Fatos comprovados como esses me fizeram meditar sobre a versão de uma rádio suíça de que o resgate da ex-senadora Ingrid Betancourt e mais 14 reféns, confinados pela guerrilha comunista nas matas por ela ainda dominadas na Colômbia, custou US$ 25 milhões. O impacto da libertação, tendo como alvo principal a senhora Ingrid, foi mundial. Exagerados analistas o interpretaram como “o fim” das Forças Armadas Revolucionárias da Colômbia (Farc). Era preciso mudar esse quadro de derrota da guerrilha, que já dura mais de 40 anos e chegou a sitiar Bogotá. A única maneira foi tentar desmoralizar a operação militar colombiana, o que foi feito quando as tropas legalistas bombardearam um destacamento das Farc, operando no Equador, a pouco mais de um quilômetro da fronteira colombiana. O golpe de mão coletou preciosas informações contidas nos computadores do chefe da célula guerrilheira, morto no bombardeio. De pronto, a operação militar vitoriosa foi objeto de indignada reação do presidente equatoriano. Seu argumento patriótico, de soberania nacional violada pelos comandados de Uribe, foi explorado ao máximo e mobilizou até a Organização dos Estados Americanos (OEA). Prontamente, o inefável presidente da Venezuela, Hugo Chávez, também se deu por ofendido, ainda que o bombardeio se houvesse dado distante um milhar de quilômetros do território venezuelano. Deslocou tropas para a fronteira com a Colômbia. O presidente do Equador, entretanto, não julgou merecer protesto a presença no território de seu país, contíguo à fronteira com a Colômbia, e a demorada manutenção nele de um campo de operações internacionais das Farc, provido de equipamento de telecomunicações e de uma segurança que permitia, aos seus ocupantes, instalarem-se confortavelmente, chegando a dormir usando pijamas, como se estivessem num hotel. É preciso ser muito ingênuo, ou aliado das Farc, para não estranhar essa ocupação da vanguarda da guerrilha, mas a tese de neutralidade equatoriana empanou o brilho da operação colombiana.

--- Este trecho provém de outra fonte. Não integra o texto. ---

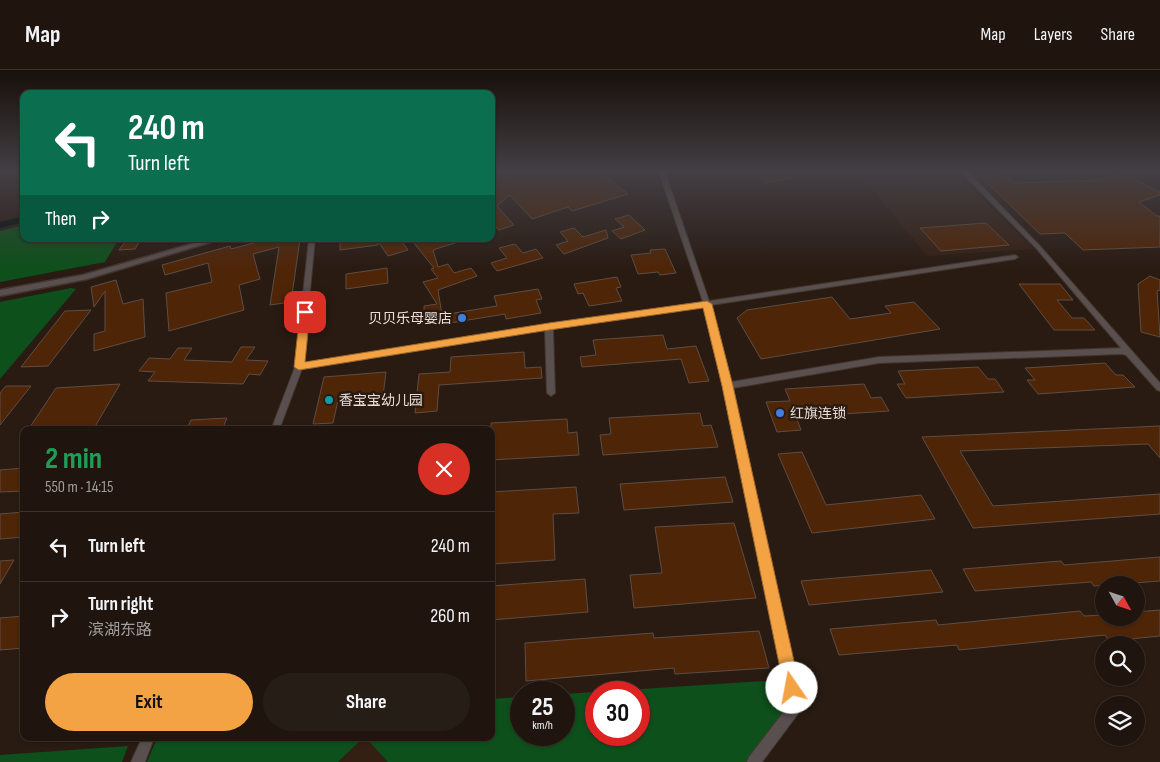 <!DOCTYPE html>
<html lang="en">
<head>
<meta charset="utf-8">
<style>
	body { margin:0; font-family:"Sofia Sans Condensed","Noto Sans SC",sans-serif; background:#271d17; color:#f1f3f6; height:100vh; display:flex; flex-direction:column; font-size:19px; white-space:nowrap }
	* { box-sizing:border-box; margin:0 }
	p { font-size:16px; color:#a19e9e }
	.icon { flex:none; width:28px; height:28px; fill:none; stroke:currentColor; stroke-width:2; stroke-linecap:round; stroke-linejoin:round }
	.map { position:relative; flex:1; overflow:hidden }
	.sheet { position:absolute; left:20px; top:356px; width:475px; height:315px; display:flex; flex-direction:column; background:#1f140e; border-radius:10px; box-shadow:0 1px 4px #0004,0 0 0 1px #3c332e }
	.sheet>* { flex:none }
	.hud { position:absolute; left:20px; top:20px; width:475px; height:152px; border-radius:10px; box-shadow:0 1px 4px #0004,0 0 0 1px #3c332e; background:#0b6e4f; color:#fff; overflow:hidden }
	.needle { width:32px; rotate:130deg }
	.fabs { position:absolute; left:1095px; top:506px; display:grid; gap:10px }
	.fabs a { display:grid; place-items:center; width:50px; height:50px; border-radius:50%; background:#1f140e; box-shadow:0 1px 4px #0004,0 0 0 1px #3c332e; font-size:25px }
	.speed { position:absolute; left:510px; top:611px; display:flex; gap:10px; font-size:25px; font-weight:700; text-align:center }
	.speed>* { display:grid; place-content:center; width:65px; height:65px; border-radius:50%; background:#1f140e; box-shadow:0 1px 4px #0004,0 0 0 1px #3c332e; line-height:1 }
	.speed small { font-size:12px; font-weight:400 }
	.speed .limit { border:8px solid #d22; background:#fff; color:#111 }
	.pin { position:absolute; display:grid; place-items:center; width:42px; height:42px; color:#fff; margin:-21px; border-radius:10px; box-shadow:0 2px 8px #0006 }
	.me { position:absolute; width:55px; margin:-28px; rotate:348deg; stroke-linejoin:round; filter:drop-shadow(0 0 4px #0008) }
	.turn { display:flex; align-items:center; gap:18px; height:105px; padding:0 25px; font-size:22px }
	.turn .icon { width:65px; height:65px; stroke-width:2.5 }
	.turn b { display:block; font-size:35px; line-height:42px }
	.then { display:flex; align-items:center; height:48px; padding:0 25px; background:#0003; gap:10px; font-size:19px }
	.round { display:grid; place-items:center; flex:none; width:52px; height:52px; border-radius:26px; background:#271d17 }
	.overview { display:flex; align-items:center; justify-content:space-between; height:85px; padding:0 25px }
	h1 { font-size:30px; font-weight:700; line-height:38px; color:#1e9e55 }
	.action { display:flex; gap:10px; margin-top:auto; padding:10px 25px }
	.action a { flex:1; height:58px; border-radius:30px; background:#f4a344; color:#111; font-size:20px; font-weight:700; line-height:58px; text-align:center }
	.action a+a { background:#271d17; color:#f1f3f6 }
	ul { padding:0; list-style:none }
	li { display:flex; align-items:center; gap:15px; height:70px; padding:0 25px; border-top:1px solid #3c332e }
	li div { flex:1 }
	li b { display:block; font-size:19px }
	li em { font-style:normal }
	header { display:flex; align-items:center; gap:30px; box-sizing:border-box; height:70px; padding:0 25px; background:#1f140e; border-bottom:1px solid #3c332e }
	header strong { font-size:24px }
	nav { display:flex; gap:28px; margin-inline-start:auto; font-size:18px }
	.map>svg:first-child { display:block }
	.built { fill:#342013 }
	.green { fill:#0e501b; fill-rule:evenodd }
	.lines { fill:none; stroke-linecap:round; stroke-linejoin:round }
	.canal { fill:#000d0d; fill-rule:evenodd }
	.building { fill:#4f2507; stroke:#5e4d44 }
	.minor-casing { stroke:#44362e; stroke-width:2 }
	.tertiary-casing { stroke:#44362e; stroke-width:3 }
	.minor { fill:#584f4e; fill-rule:evenodd }
	.tertiary { fill:#584f4e; fill-rule:evenodd }
	.route { fill:#f4a344; stroke:#9f6a2c }
	.shop-dot { fill:#3f7fe0; stroke:#291b12; stroke-width:2 }
	.culture-dot { fill:#0f9aa8; stroke:#291b12; stroke-width:2 }
	.labels { text-anchor:middle; dominant-baseline:central; stroke-width:5; stroke-linejoin:round; paint-order:stroke }
	.poi-label { font-size:14px; fill:#e9ded8; stroke:#291b12; text-anchor:start }
</style>
</head>
<body>
<header>
<strong>Map</strong>
<nav><a>Map</a><a>Layers</a><a>Share</a></nav>
</header>
<div class="map">
<svg width="1160" height="692" viewBox="0 0 1160 692">
	<rect width="100%" height="100%" fill="#291b12"/>
	<!-- built -->
	<path class="built" d="M957,104l77,75 -107,7 -62,-76z
		M363,668h8l21,24h-53z"/>
	<!-- green -->
	<path class="green" d="M24,155v14h95l-14,23 -105,20v-51z
		M71,218l5,1 -76,90v-77z
		M781,610l6,29 -41,53h-358l-22,-24h125v-39l30,-2v38h43v-41zM596,622h43v43h-43z
		M157,668h206l-25,24h-191z
		M128,676l-6,16h-122v-7z"/>
	<g class="lines">
		<!-- canal -->
		<path class="canal" d="M24,146v6l-24,6v-6z"/>
	</g>
	<!-- building -->
	<path class="building" d="M491,102h108l29,22 -56,17 -4,-4 -36,12 -22,-24 -13,11 17,19 -15,5 -8,-8z
		M754,102h39v6l-28,5z
		M1005,104l9,9 87,-3 21,-6 38,18v3l-21,7 18,14h3v31l-77,3 -18,-17 -25,1 -61,-59z
		M629,145l16,15 -24,9 -9,-8 12,-4 -9,-8z
		M986,153l23,22 -68,6 -21,-23z
		M574,158l9,9 23,-7 2,8 -44,16 -8,-9 12,-4 -8,-9z
		M127,169h14l-6,10 -16,1z
		M268,169h32l-9,63 -21,3 9,-58 -26,7 7,25 -21,6 5,25 -75,21 -3,-38 46,-11 -4,-19 -43,12 -3,-10 68,-19 1,3z
		M340,169h60l8,11 -20,6 -11,-16 1,5 -38,5z
		M427,169h34v2l-28,9 5,17 10,-3 6,9 17,-5 6,8 -39,14 4,25 55,-9 -3,-10 44,-7 4,10 -6,1 5,13 -35,6 -1,-5 -61,10v2l-20,-9v-11l13,-2 -14,-22 15,-4 -7,-9 3,-1 -20,-25z
		M515,174l8,9 13,-4 7,9 -46,13 -6,-8 16,-5 -8,-10z
		M665,179l11,24 -16,2 -2,-3 -20,2 -7,-19 20,-2 -1,-3z
		M387,198l1,15 -42,6v-15z
		M1150,206l10,4v10l-3,1 3,46 -19,-5 -3,-48z
		M617,207l4,10 -5,1 6,13 -33,5 -6,-13 -5,1 -4,-10z
		M116,210l7,24 20,-5 2,38 -51,14v-17l11,-3v-40l-11,16 -3,-20z
		M1019,214h41l13,16h-16l15,18h12l11,12h-41z
		M832,227l18,22 41,-6 -6,-7 29,-4 26,27 -179,30 -24,-41 10,-8z
		M91,240l-43,56 -27,1 44,-56z
		M663,265l4,14 29,-3 13,35 -20,2 -8,-24 -99,8 -2,-10 16,-2 -3,-15z
		M241,277h14l-9,13 22,1 -8,14 -11,-1 -6,10 -95,-3 7,-9 -16,-1 10,-13 21,1 8,-11h14l-8,12 48,2z
		M524,282l1,16 16,-1 1,11 -103,7 -2,26 -22,2 4,-39 31,-2 1,-15z
		M1105,293l11,12h7l12,12 -97,7 -11,-14h8l-10,-12z
		M978,297l10,12h7l9,13 -98,6 -9,-14h8l-7,-13z
		M386,302l-4,32 -15,1 2,-11 -30,2 -6,27 -20,1 11,-47z
		M120,314l-27,46h-65l28,-42z
		M864,314l7,14 10,-1 8,14 -93,6 5,13 -24,2 -11,-30 24,-1 -5,-12z
		M6,316h25l-31,39v-32z
		M700,343l3,13 8,-1 7,22 -115,8 -3,-20 11,-1 -2,-16z
		M227,348l-5,12h-36l5,-10z
		M567,349l1,14 9,-1 2,23 -88,5v-37z
		M1160,356v32l-12,-14 -188,7 33,55 167,-12v20l-187,14 -51,-91z
		M802,382l24,53 95,-10 14,24 -123,14 -34,-79z
		M24,398v23l-24,1v-22z
		M725,407l8,25 -109,8 -4,-26z
		M576,417l3,26 -26,1 2,46 -64,4v-72z
		M24,442v25l-24,2v-25z
		M734,453l22,75 -122,10 -4,-33 32,-2 -7,-46z
		M1160,487v24l-66,5 -3,-4 -116,9 -12,-22 98,-8 3,4z
		M14,490l-14,24v-23z
		M931,500l12,22 -134,13 -8,-24z
		M585,509l3,33 -97,8v-34z
		M1160,540v26l-51,5 -4,-6 -146,15 -2,-5 -118,10 -9,-26 106,-9 2,5 142,-14 4,5 20,-1v3h32v-6z
		M24,546v32l-24,2v-32z
		M759,561l10,37 -94,6 -1,-6 -148,13 -1,-38 128,-10 1,5z"/>
	<g class="lines">
		<!-- minor casing -->
		<g class="minor-casing">
			<path id="minor" d="M659,102h6l44,129 306,-46 3,2 -3,2 -304,46 20,77 148,-25 242,-9 -85,-100 -75,-76h7l72,74 120,137v8l-3,-1 -31,-35 -5,-1 -242,9 -146,25 69,319 -2,4 -38,51h-15l2,-5 40,-52 -65,-319 -20,-80 -151,23 2,64 -4,3 -4,-3 -2,-63 -243,39 -23,61h-8l24,-63 14,-128h6l-12,124 400,-61z
				M142,668h12l-9,24h-14z"/>
		</g>
		<!-- tertiary casing -->
		<g class="tertiary-casing">
			<path id="tertiary" d="M209,169h12l-134,40 -87,17v-6l83,-15z"/>
		</g>
		<!-- minor -->
		<use href="#minor" class="minor"/>
		<!-- tertiary -->
		<use href="#tertiary" class="tertiary"/>
	</g>
	<!-- sky -->
	<linearGradient id="sky" x2="0" y2="1"><stop stop-color="#170f0a"/><stop offset="0.51" stop-color="#433f44"/><stop offset="1" stop-color="#433f44" stop-opacity="0"/></linearGradient>
	<rect width="1160" height="199" fill="url(#sky)"/>
	<!-- route -->
	<path class="route" d="M707,231l5,3 21,82 67,302 -2,6 -6,2 -5,-2 -3,-6 -62,-302 -19,-78 -154,22 -250,40 -5,-3 6,-55 5,-3 5,3 -5,50 244,-39z"/>
	<!-- markers -->
	<g class="shop-dot">
		<circle cx="462" cy="248" r="5"/>
		<circle cx="780" cy="343" r="5"/>
	</g>
	<circle class="culture-dot" cx="329" cy="330" r="5"/>
	<g class="labels">
		<!-- poi labels -->
		<g class="poi-label">
			<text x="452" y="248" text-anchor="end">贝贝乐母婴店</text>
			<text x="339" y="330">香宝宝幼儿园</text>
			<text x="790" y="343">红旗连锁</text>
		</g>
	</g>
</svg>
<div class="fabs">
<a><svg class="needle" viewBox="-14 -14 28 28"><path d="M0-13l5 13h-10z" fill="#e53935"/><path d="M0 13l5-13h-10z" fill="#a19e9e"/></svg></a>
<a><svg class="icon" aria-label="search" viewBox="0 0 24 24"><circle cx="10" cy="10" r="6"/><path d="M15 15l6 6"/></svg></a>
<a><svg class="icon" aria-label="layers" viewBox="0 0 24 24"><path d="M12 4l9 5-9 5-9-5zM3 14l9 5 9-5"/></svg></a>
</div>
<div class="speed"><div>25<small>km/h</small></div><div class="limit">30</div></div>
<div class="pin" style="left:305px;top:242px;background:#d93025"><svg class="icon" aria-label="arrive" viewBox="0 0 24 24"><path d="M6 21V4h12l-3 4 3 4H6"/></svg></div>
<svg class="me" style="left:792px;top:618px" viewBox="-20 -20 40 40"><circle r="19" fill="#fff"/><path d="M0-13L10 11 0 6-10 11z" fill="#f4a344"/></svg>
<div class="hud">
<div class="turn"><svg class="icon" aria-label="left" viewBox="0 0 24 24"><path d="M17 20v-9H6M10 6l-5 5 5 5"/></svg><div><b>240 m</b>Turn left</div></div>
<div class="then">Then<svg class="icon" aria-label="right" viewBox="0 0 24 24"><path d="M7 20v-9h11M14 6l5 5-5 5"/></svg></div>
</div>
<section class="sheet">
<div class="overview"><div><h1>2 min</h1><p>550 m · 14:15</p></div><a class="round" style="background:#d93025;color:#fff"><svg class="icon" aria-label="close" viewBox="0 0 24 24"><path d="M6 6l12 12M18 6L6 18"/></svg></a></div>
<ul>
<li><svg class="icon" aria-label="left" viewBox="0 0 24 24"><path d="M17 20v-9H6M10 6l-5 5 5 5"/></svg><div><b>Turn left</b></div><em>240 m</em></li>
<li><svg class="icon" aria-label="right" viewBox="0 0 24 24"><path d="M7 20v-9h11M14 6l5 5-5 5"/></svg><div><b>Turn right</b><p>滨湖东路</p></div><em>260 m</em></li>
</ul>
<div class="action"><a>Exit</a><a>Share</a></div>
</section>
</div>
</body>
</html>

Repete-se a tática de desqualificar os vitoriosos quanto ao resgate espetacular dos reféns. A notícia de uma rádio suíça (que já se adianta ter tradição de confiabilidade) espalha-se com extrema velocidade pela mídia internacional, criando a suspeição de que a operação nada teve de inteligência militar, mas de encenação negociada com as Farc, mascaramento de um resgate de US$ 25 milhões, um preço pouco abaixo do oferecido pelos Estados Unidos a quem der o paradeiro de Osama bin Laden. A senhora Ingrid Betancourt, citando detalhes da ocorrência, nega a versão. O mesmo diz o comandante do Exército colombiano, empenhando sua palavra de honra, mas a versão já fez seu papel. Se a operação foi de inteligência, baseada em militares infiltrados, naturalmente para invalidar a versão, seria preciso dar os nomes dos infiltrados, o que poria em risco a vida deles. Um vídeo devidamente incapaz de comprometê-los já foi publicado pelo Exército, mostrando na seqüência “um grupo de mais de 20 guerrilheiros” que a tudo viam indiferentes. Se encenação, eles seriam figurantes, mas seu chefe, o principal encarregado da vigilância dos reféns, além de manietado e jogado no chão do helicóptero, está preso em Bogotá. Aí já não se tratava de encenação, mas de peça bufa teatral. Antes, divulgavam que o presidente Álvaro Uribe nada fazia por libertar a senhora Ingrid Betancourt, preferindo que não resistisse às vicissitudes, prisioneira das Farc, porque, se libertada, competiria com ele em eleições.

Que mais inventarão agora? Ele tinha mais de 80% nas pesquisas de popularidade. Com ela viva e libertada, ultrapassou 90%. Só é pena que ela tenha dito apoiar um terceiro mandato para Uribe, o que é digno de Chávez, não da Colômbia, que tem respeitado o rodízio no poder, característica essencial da democracia.